Il vescovo di Jesi non è il primo ecclesiastico a schierarsi dalla parte di chi, della riapertura delle "case chiuse", non ne vuole sapere. Gli ambienti cattolici, com'è spesso accaduto nella storia della nostra nazione, si stanno mobilitando in difesa della legge Merlin e, soprattutto, contro la proposta avanzata dal senatore Gianfranco Rufa. Quella del leghista è solo l'ultima in ordine di tempo, ma di destrutturare la normativa vigente se ne discute da tempo.

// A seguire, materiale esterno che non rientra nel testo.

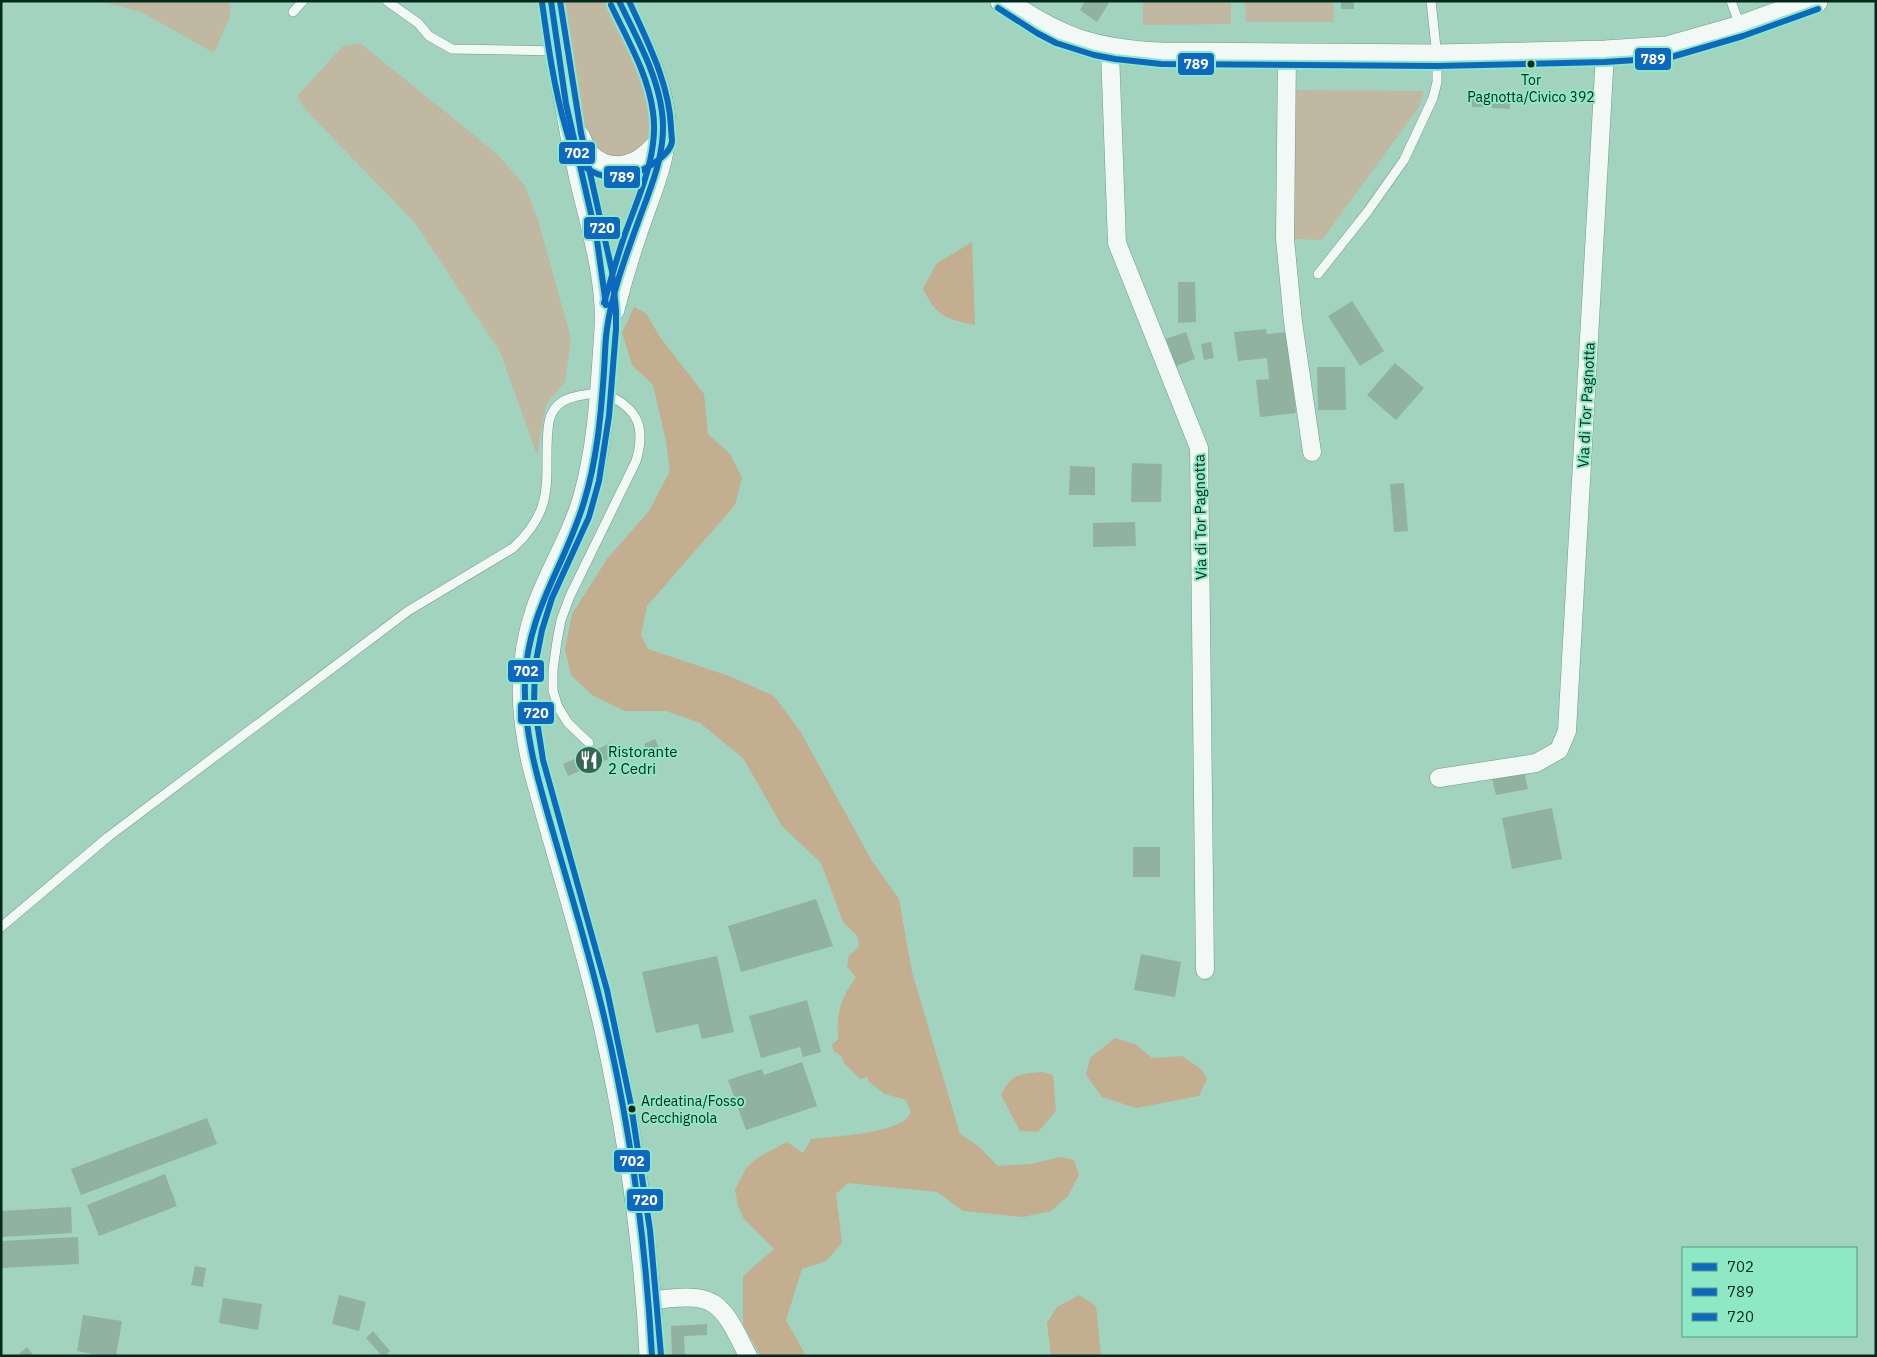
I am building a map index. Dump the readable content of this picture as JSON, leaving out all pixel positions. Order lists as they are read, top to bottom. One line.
{"streets":{"street":["Via di Tor Pagnotta"]},"places":{"other":["Tor Pagnotta/Civico 392","Ardeatina/Fosso Cecchignola"],"restaurant":["Ristorante 2 Cedri"]},"lines":["transit line 702","transit line 789","transit line 720"],"legend":["702","789","720"]}
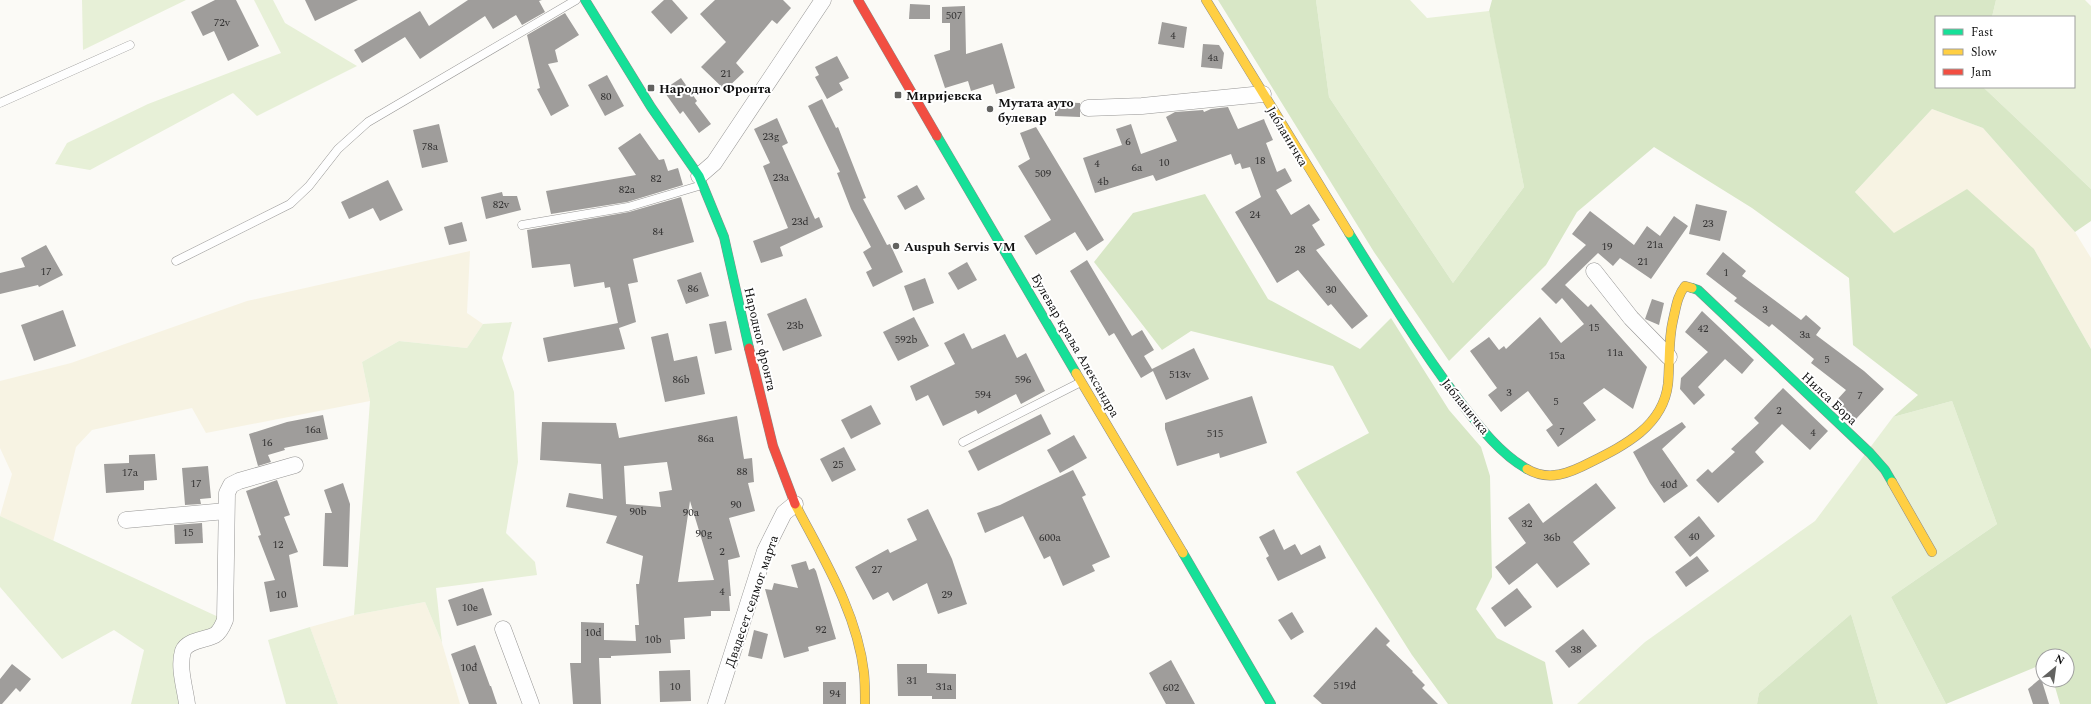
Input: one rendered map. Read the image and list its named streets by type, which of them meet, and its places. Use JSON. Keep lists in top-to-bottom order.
{
  "streets": {
    "street": [
      "Јабланичка",
      "Народног фронта",
      "Булевар краља Александра",
      "Нилса Бора",
      "Двадесет седмог марта"
    ]
  },
  "crossings": [
    ["Јабланичка", "Нилса Бора"],
    ["Народног фронта", "Двадесет седмог марта"]
  ],
  "places": {
    "transit": ["Народног Фронта", "Миријевска"],
    "other": ["Мутата ауто булевар", "Auspuh Servis VM"]
  },
  "house_numbers": [
    "507",
    "72v",
    "4",
    "4a",
    "21",
    "80",
    "23g",
    "6",
    "78a",
    "18",
    "10",
    "4",
    "6a",
    "509",
    "23a",
    "82",
    "4b",
    "82a",
    "82v",
    "24",
    "23d",
    "23",
    "84",
    "21a",
    "19",
    "28",
    "21",
    "17",
    "1",
    "86",
    "30",
    "3",
    "23b",
    "15",
    "42",
    "3a",
    "592b",
    "11a",
    "15a",
    "5",
    "513v",
    "86b",
    "596",
    "3",
    "594",
    "7",
    "5",
    "2",
    "16a",
    "7",
    "4",
    "515",
    "86a",
    "16",
    "25",
    "88",
    "17a",
    "17",
    "40đ",
    "90",
    "90b",
    "90a",
    "32",
    "15",
    "90g",
    "40",
    "600a",
    "36b",
    "12",
    "2",
    "27",
    "4",
    "10",
    "29",
    "10e",
    "92",
    "10d",
    "10b",
    "38",
    "10đ",
    "31",
    "519đ",
    "10",
    "31a",
    "602",
    "94"
  ],
  "legend": ["Fast", "Slow", "Jam"],
  "north": "top right"
}
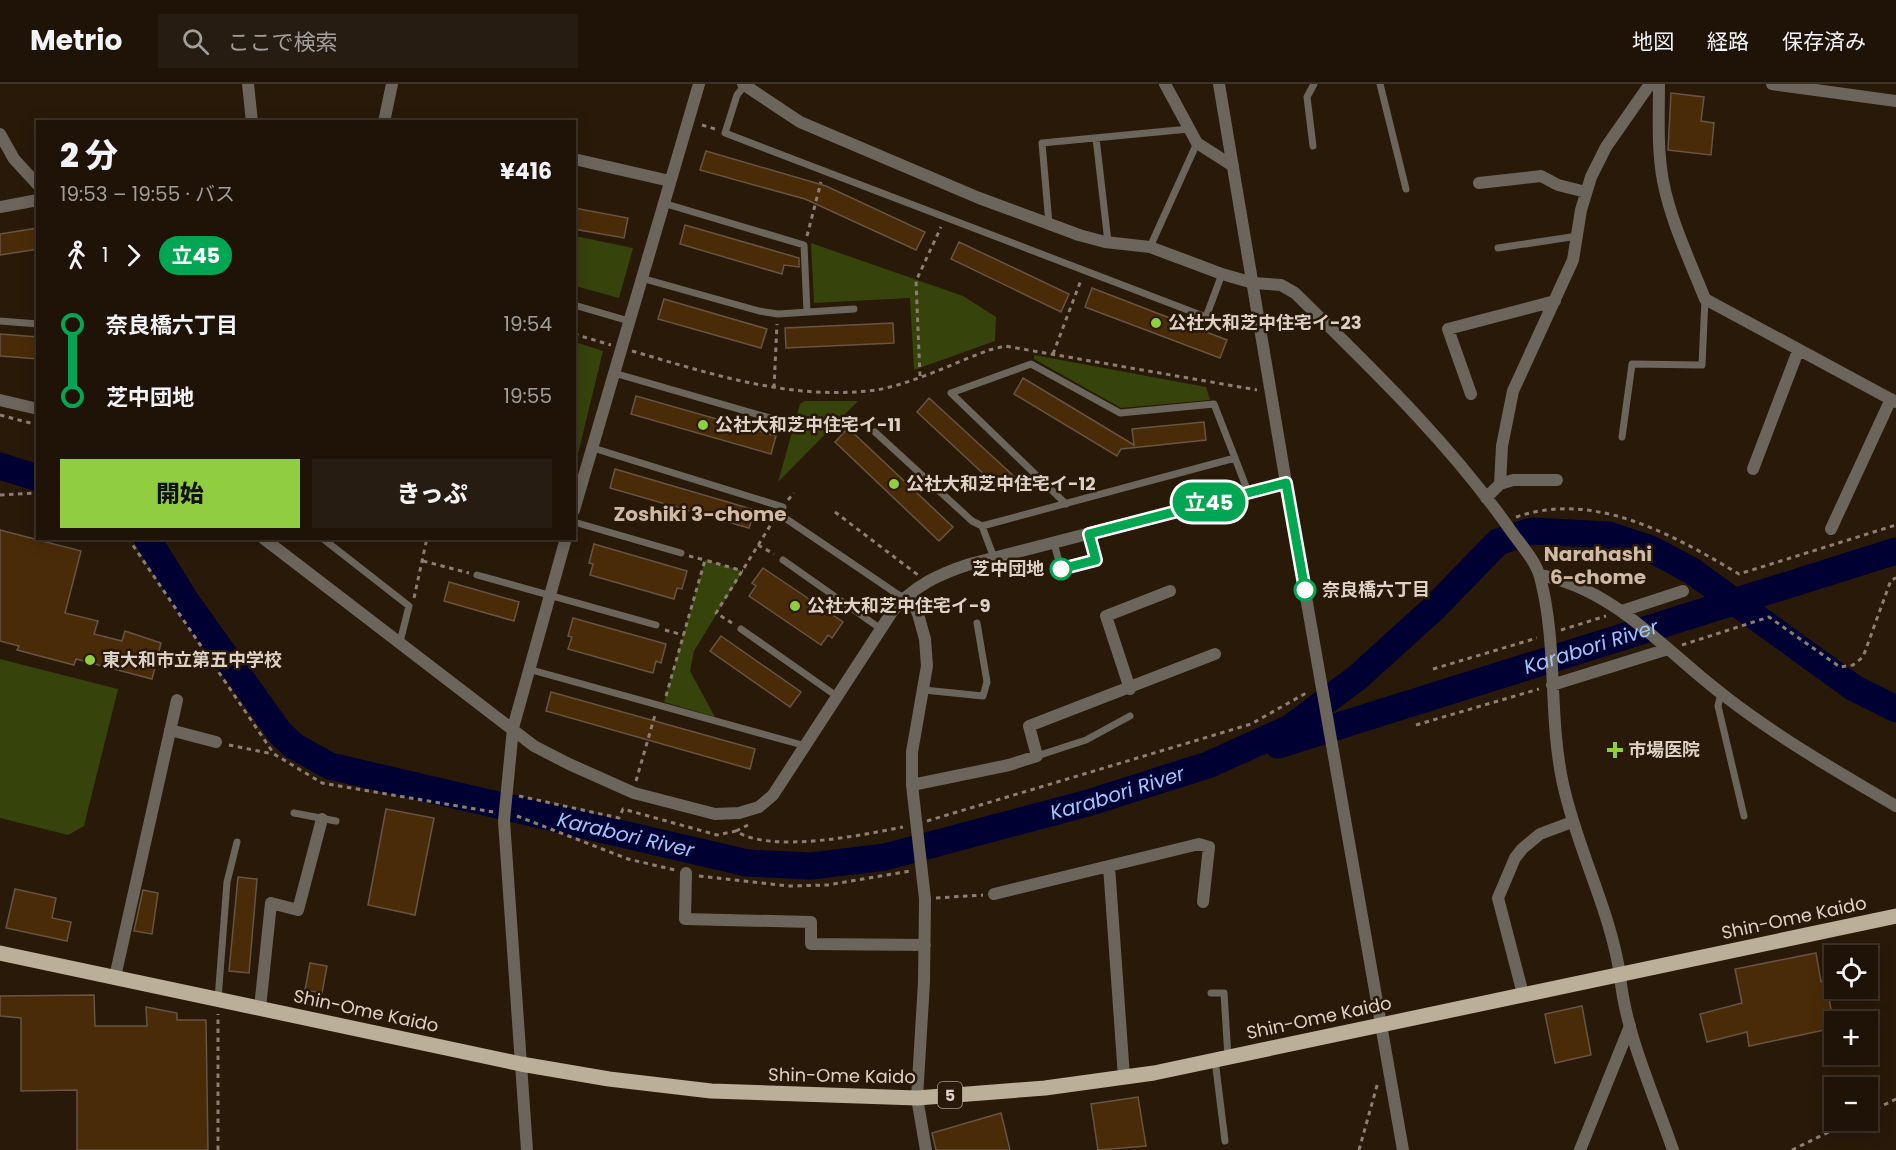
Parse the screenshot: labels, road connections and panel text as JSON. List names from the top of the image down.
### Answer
{
  "streets": {
    "main road": ["Shin-Ome Kaido", "5"]
  },
  "districts": ["Zoshiki 3-chome", "Narahashi 6-chome"],
  "water": ["Karabori River"],
  "places": {
    "other": [
      "公社大和芝中住宅イ-23",
      "公社大和芝中住宅イ-11",
      "公社大和芝中住宅イ-12",
      "芝中団地",
      "奈良橋六丁目",
      "公社大和芝中住宅イ-9",
      "東大和市立第五中学校"
    ],
    "health": ["市場医院"]
  },
  "lines": ["bus line 立45"],
  "page": {
    "header": "Metrio",
    "search": "ここで検索",
    "nav": ["地図", "経路", "保存済み"],
    "on_map": "立45",
    "heading": ["2 分", "19:53 – 19:55 · バス", "¥416"],
    "legs": ["1", "立45"],
    "list": [
      {
        "name": "奈良橋六丁目",
        "value": "19:54"
      },
      {
        "name": "芝中団地",
        "value": "19:55"
      }
    ],
    "buttons": ["開始", "きっぷ"],
    "map_buttons": ["+", "−"]
  }
}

Vale la pena sottolineare come pure il ministro dell'Interno e leader della Lega Matteo Salvini si sia detto favorevole. L'ipotesi, insomma, sta prendendo piede tra le aule parlamentari. Ma la Chiesa cattolica sta facendo quadrato. Non sembrano esserci margini per discuterne. Pure don Aldo Bonaiuto, che aveva detto "no" alla "salvinifobia", si è detto contrario al provvedimento. Monsignor Gerardo Rocconi, dal canto suo, ha specificato qual è il suo punto di vista attraverso un'intervista rilasciata a La Fede Quotidiana. Il presule della diocesi marchigiana ha dichiarato di essere d'accordo sulla ratio della proposta: "Sarebbe come dire: siccome si ruba e non si possono reprimere tutti i furti, legalizziamoli, come legalizzare le rapine o la droga. Al contrario certe cose vanno combattute, punto e basta". Poi, com'era ovvio che fosse, c'è un passaggio relativo all'immoralità di prevedere degli introiti statali "grazie" alla prostituzione. Se la Lega di Matteo Salvini vorrà davvero legiferare su questo tema - questa è la sensazione - dovrà confrontarsi con la linea espressa dalle gerarchie cattoliche.

La Chiesa, di questi tempi, appare divisa sulla dottrina e sulla strada d'intraprendere in vista del futuro. Sulle "case chiuse" - invece - si può registrare un'unanimità: nessun ecclesiastico, a oggi, si è espresso a faovre della riapertura.